About the RadioGenix System (Technetium Tc 99m Generator)
The RadioGenix System is an innovative, high tech separation platform that is approved for processing non-uranium/non-highly enriched uranium molybdenum-99 (Mo-99) for the production of the important medical radioisotope, technetium-99m (Tc-99m). Prior to availability of RadioGenix technology, the U.S. supply chain for Mo-99 has been subject to frequent and sometimes severe interruptions which negatively impact patient healthcare. Approved by the U.S. Food and Drug Administration in 2018, the RadioGenix System is the first and only on-site, automated isotope separation system of its kind for use with non-uranium/non-highly enriched uranium based Mo-99, designed to help alleviate shortage situations and expand domestic supply.

Indication and Important Risk Information about the RadioGenix System and Sodium Pertechnetate Tc 99m Injection USP

INDICATION
The RadioGenix System is a technetium Tc-99m generator used to produce Sodium Pertechnetate Tc 99m Injection, USP. Sodium Pertechnetate Tc 99m Injection is a radioactive diagnostic agent and can be used in the preparation of FDA-approved diagnostic radiopharmaceuticals.

Sodium Pertechnetate Tc 99m Injection is also indicated in

Adults for Salivary Gland Imaging and Nasolacrimal Drainage System Imaging (dacryoscintigraphy).
Adults and pediatric patients for Thyroid Imaging and Vesicoureteral Imaging (direct isotopic cystography) for detection of vesicoureteral reflux.
IMPORTANT RISK INFORMATION

Allergic reactions (skin rash, hives, or itching) including anaphylaxis have been reported following the administration of Sodium Pertechnetate Tc 99m Injection.

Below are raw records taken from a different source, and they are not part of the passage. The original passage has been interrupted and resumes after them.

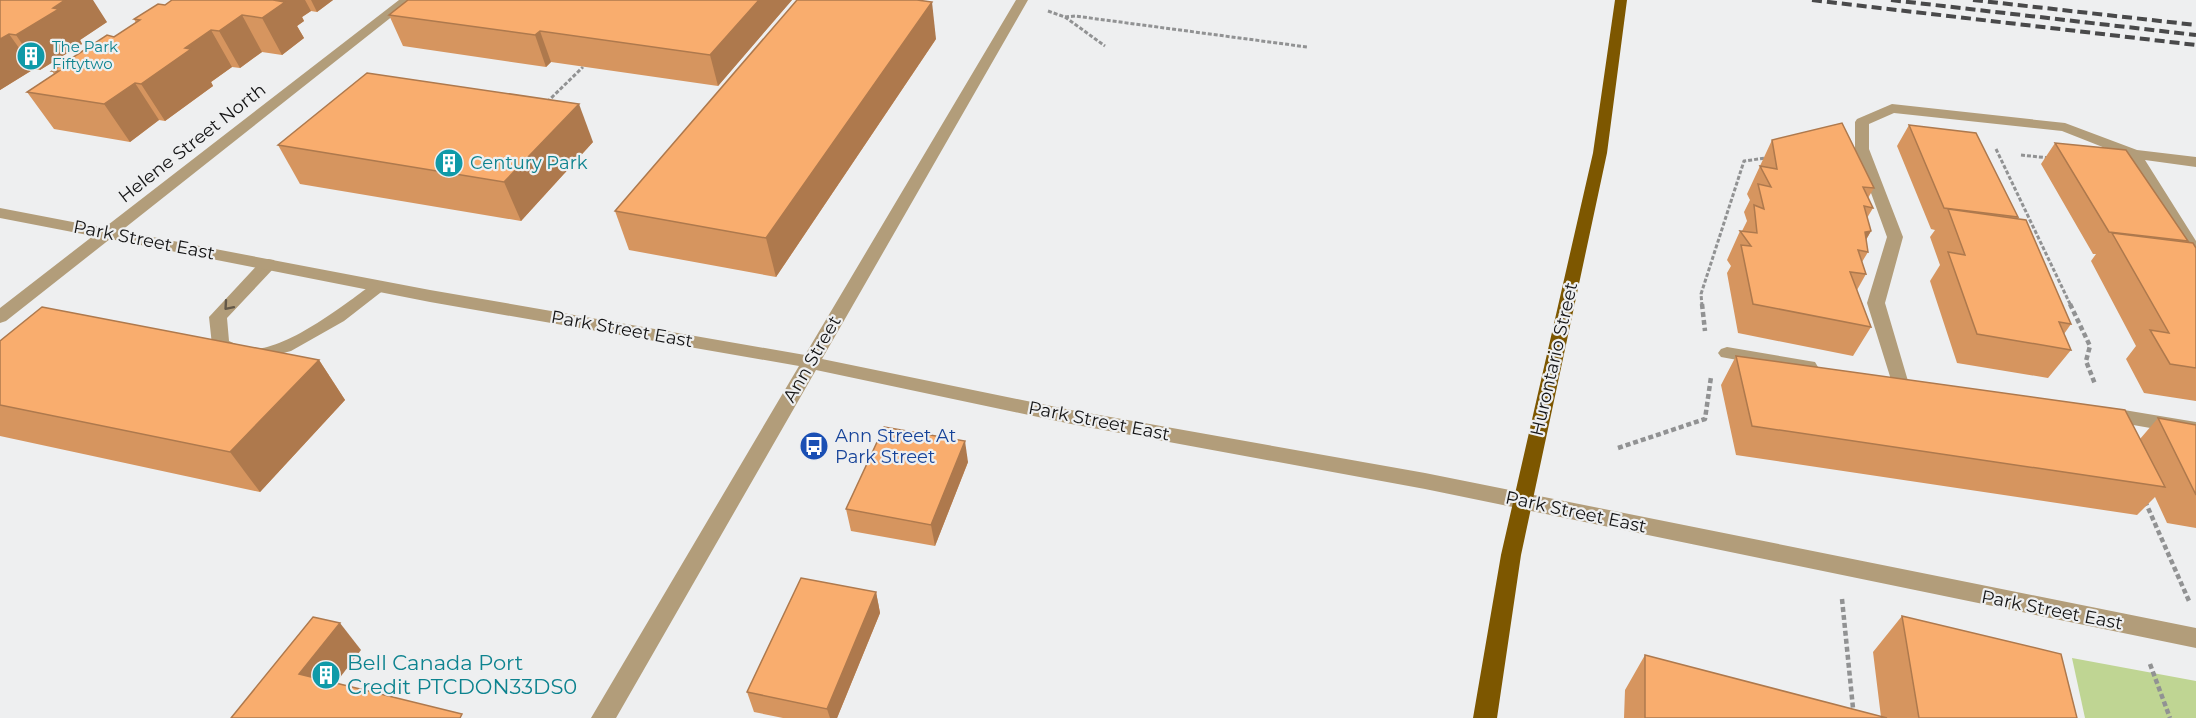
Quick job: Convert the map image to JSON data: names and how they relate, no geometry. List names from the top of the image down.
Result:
{
  "streets": {
    "main road": ["Hurontario Street"],
    "street": ["Helene Street North", "Park Street East", "Ann Street"]
  },
  "crossings": [
    ["Helene Street North", "Park Street East"],
    ["Park Street East", "Ann Street"],
    ["Park Street East", "Hurontario Street"]
  ],
  "places": {
    "building": ["The Park Fiftytwo", "Century Park", "Bell Canada Port Credit PTCDON33DS0"],
    "bus stop": ["Ann Street At Park Street"]
  }
}
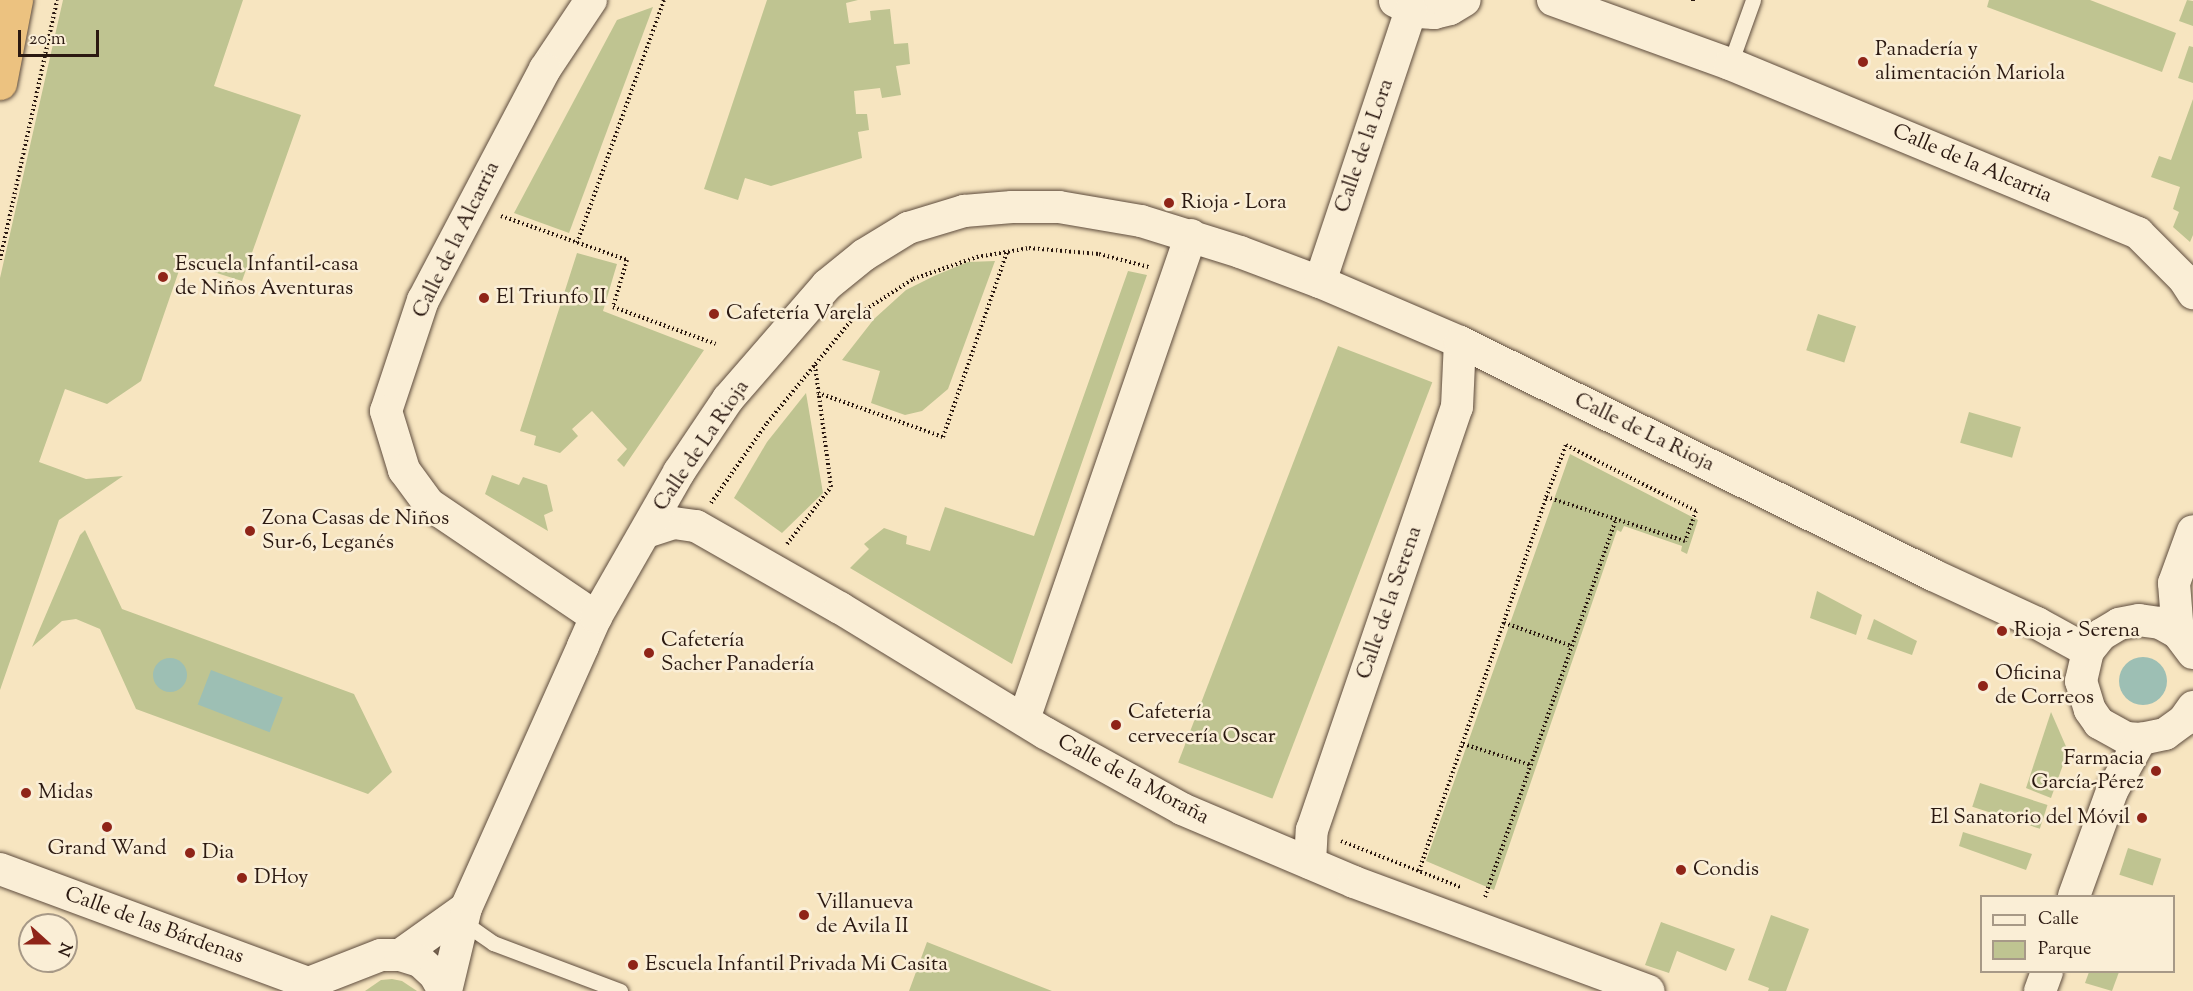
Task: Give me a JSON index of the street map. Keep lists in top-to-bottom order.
{
  "streets": {
    "street": [
      "Calle de la Lora",
      "Calle de la Alcarria",
      "Calle de La Rioja",
      "Calle de la Serena",
      "Calle de la Moraña",
      "Calle de las Bárdenas"
    ]
  },
  "crossings": [
    ["Calle de la Lora", "Calle de La Rioja"],
    ["Calle de la Alcarria", "Calle de La Rioja"],
    ["Calle de La Rioja", "Calle de la Serena"],
    ["Calle de La Rioja", "Calle de la Moraña"],
    ["Calle de la Serena", "Calle de la Moraña"]
  ],
  "places": [
    "Panadería y alimentación Mariola",
    "Rioja - Lora",
    "Escuela Infantil-casa de Niños Aventuras",
    "El Triunfo II",
    "Cafetería Varela",
    "Zona Casas de Niños Sur-6, Leganés",
    "Rioja - Serena",
    "Cafetería Sacher Panadería",
    "Oficina de Correos",
    "Cafetería cervecería Oscar",
    "Farmacia García-Pérez",
    "Midas",
    "El Sanatorio del Móvil",
    "Grand Wand",
    "Dia",
    "Condis",
    "DHoy",
    "Villanueva de Avila II",
    "Escuela Infantil Privada Mi Casita"
  ],
  "legend": ["Calle", "Parque"],
  "scale_bar": "20 m",
  "north": "right"
}
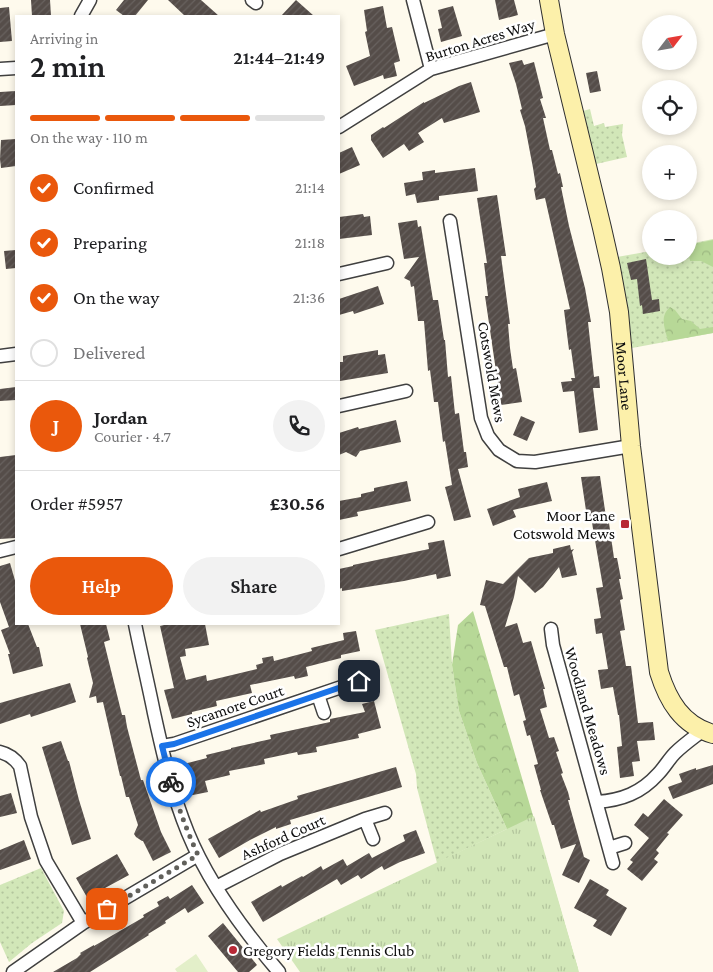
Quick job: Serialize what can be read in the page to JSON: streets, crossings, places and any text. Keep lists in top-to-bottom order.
{
  "streets": {
    "street": [
      "Burton Acres Way",
      "Cotswold Mews",
      "Moor Lane",
      "Sycamore Court",
      "Woodland Meadows",
      "Ashford Court"
    ]
  },
  "crossings": [
    ["Burton Acres Way", "Moor Lane"],
    ["Cotswold Mews", "Moor Lane"]
  ],
  "places": {
    "transit": ["Moor Lane Cotswold Mews"],
    "other": ["Gregory Fields Tennis Club"]
  },
  "north": "top right",
  "page": {
    "map_buttons": ["+", "−"],
    "heading": ["2 min", "Arriving in", "21:44–21:49"],
    "panel": [
      "Jordan",
      "Courier · 4.7",
      "Order #5957",
      "£30.56"
    ],
    "bar": "On the way · 110 m",
    "list": [
      ["Confirmed", "21:14"],
      ["Preparing", "21:18"],
      ["On the way", "21:36"],
      "Delivered"
    ],
    "round": "J",
    "buttons": ["Help", "Share"]
  }
}
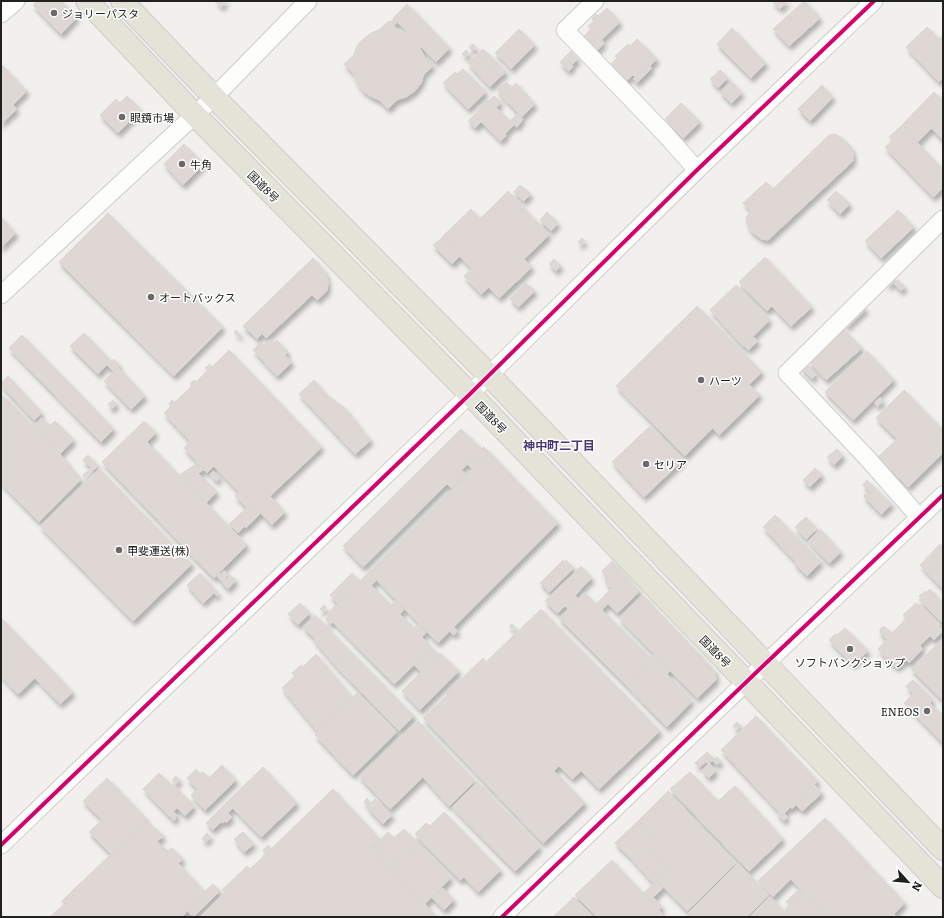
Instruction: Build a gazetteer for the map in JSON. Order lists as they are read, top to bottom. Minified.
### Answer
{"streets":{"highway":["国道8号"]},"districts":["神中町二丁目"],"places":["ジョリーパスタ","眼鏡市場","牛角","オートバックス","ハーツ","セリア","甲斐運送(株)","ソフトバンクショップ","ENEOS"],"north":"bottom right"}
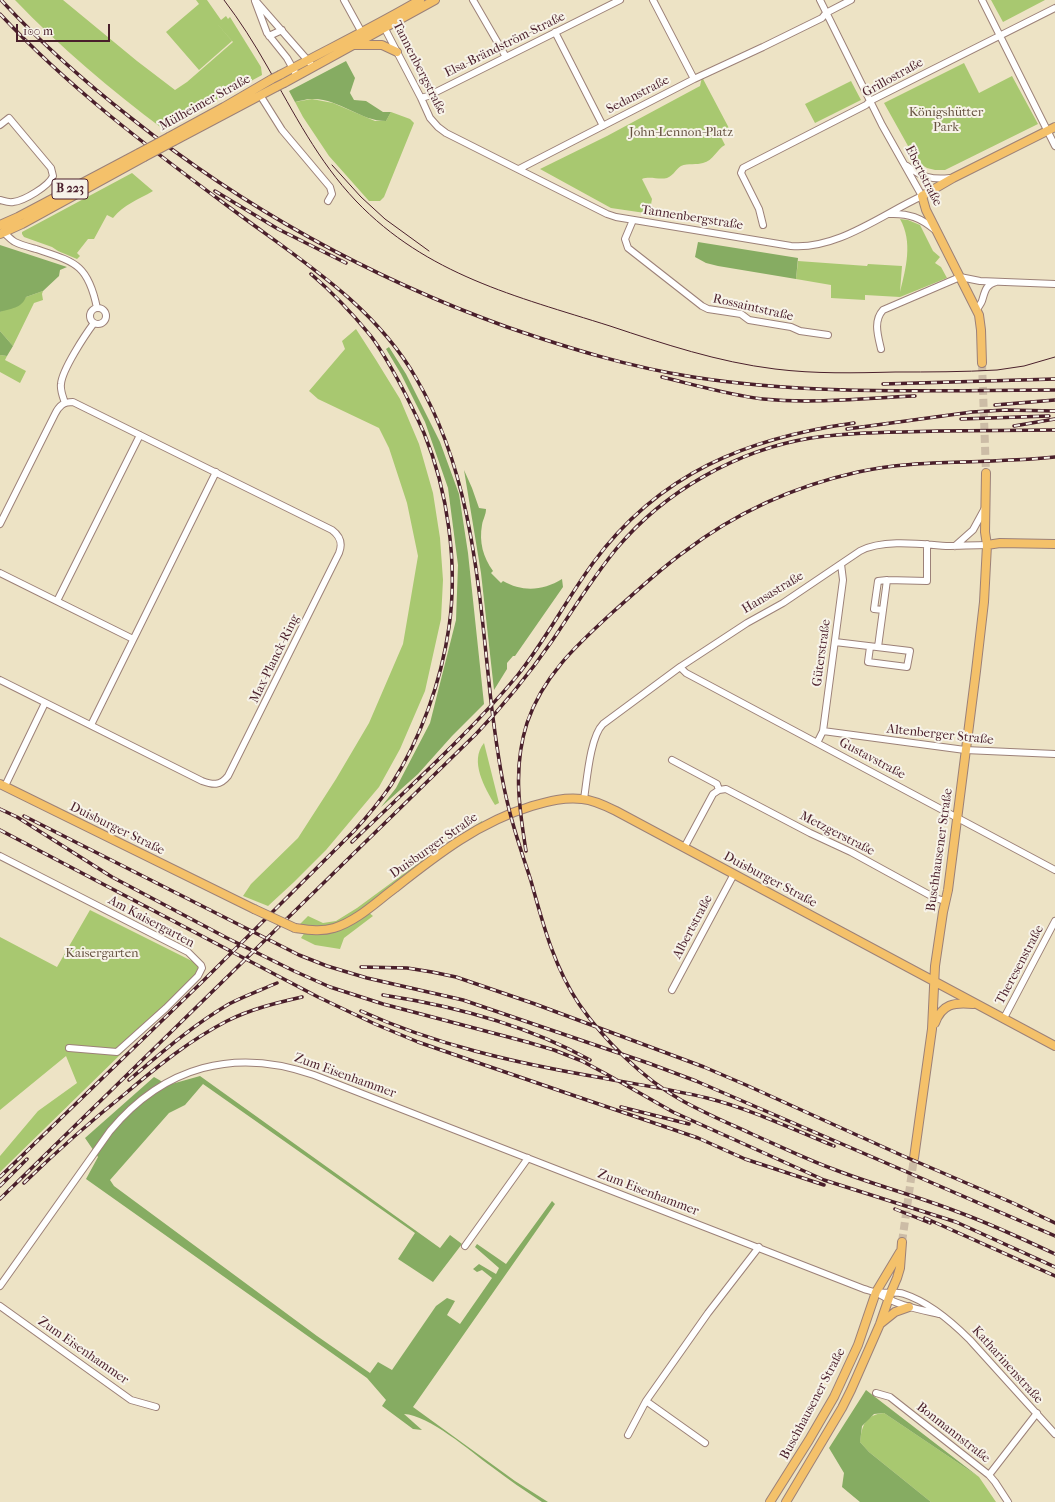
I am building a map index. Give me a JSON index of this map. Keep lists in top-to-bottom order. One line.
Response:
{"streets":{"main road":["Tannenbergstraße","Mülheimer Straße","Ebertstraße","B 223","Hansastraße","Duisburger Straße","Buschhausener Straße"],"street":["Elsa-Brändström-Straße","Grillostraße","Sedanstraße","Rossaintstraße","Güterstraße","Max-Planck-Ring","Altenberger Straße","Gustavstraße","Metzgerstraße","Am Kaisergarten","Albertstraße","Theresenstraße","Zum Eisenhammer","Katharinenstraße","Bonmannstraße"]},"crossings":[["Elsa-Brändström-Straße","Tannenbergstraße"],["Tannenbergstraße","Sedanstraße"],["Tannenbergstraße","Mülheimer Straße"],["Tannenbergstraße","Ebertstraße"],["Tannenbergstraße","Rossaintstraße"],["Grillostraße","Ebertstraße"],["Sedanstraße","Ebertstraße"],["Hansastraße","Güterstraße"],["Hansastraße","Gustavstraße"],["Hansastraße","Duisburger Straße"],["Hansastraße","Buschhausener Straße"],["Güterstraße","Altenberger Straße"],["Güterstraße","Gustavstraße"],["Altenberger Straße","Buschhausener Straße"],["Gustavstraße","Buschhausener Straße"],["Duisburger Straße","Buschhausener Straße"],["Duisburger Straße","Albertstraße"],["Duisburger Straße","Theresenstraße"],["Metzgerstraße","Buschhausener Straße"],["Buschhausener Straße","Zum Eisenhammer"],["Buschhausener Straße","Katharinenstraße"],["Zum Eisenhammer","Katharinenstraße"]],"parks":["Königshütter Park","John-Lennon-Platz","Kaisergarten"],"scale_bar":"100 m"}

Monitor all patients for hypersensitivity reactions.
Radiation risks associated with the use of Sodium Pertechnetate Tc 99m Injection are greater in children than in adults and, in general, the younger the child, the greater the risk owing to greater absorbed radiation doses and longer life expectancy. These greater risks should be taken firmly into account in all benefit-risk assessments involving children. Long-term cumulative radiation exposure may be associated with an increased risk of cancer.
Discard the first eluate from every new Potassium Molybdate Mo-99 Source Vessel to minimize the risk of unintended radiation exposure from Rhenium Re-186.
Temporarily discontinue breastfeeding. A lactating woman should pump and discard breastmilk for 12 to 24 hours after Sodium Pertechnetate Tc 99m Injection administration.
Sodium Pertechnetate Tc 99m Injection should be given to pregnant women only if the expected benefits to be gained clearly outweigh the potential hazards.
Only use potassium molybdate Mo-99, processing reagents, saline and other supplies, including kits, provided by NorthStar Medical Radioisotopes. Do not administer Sodium Pertechnetate Tc 99m Injection after the 0.15 microCi of Mo-99/mCi of Tc-99m limit has been reached or when the 12 hour expiration time from elution is reached, whichever occurs earlier.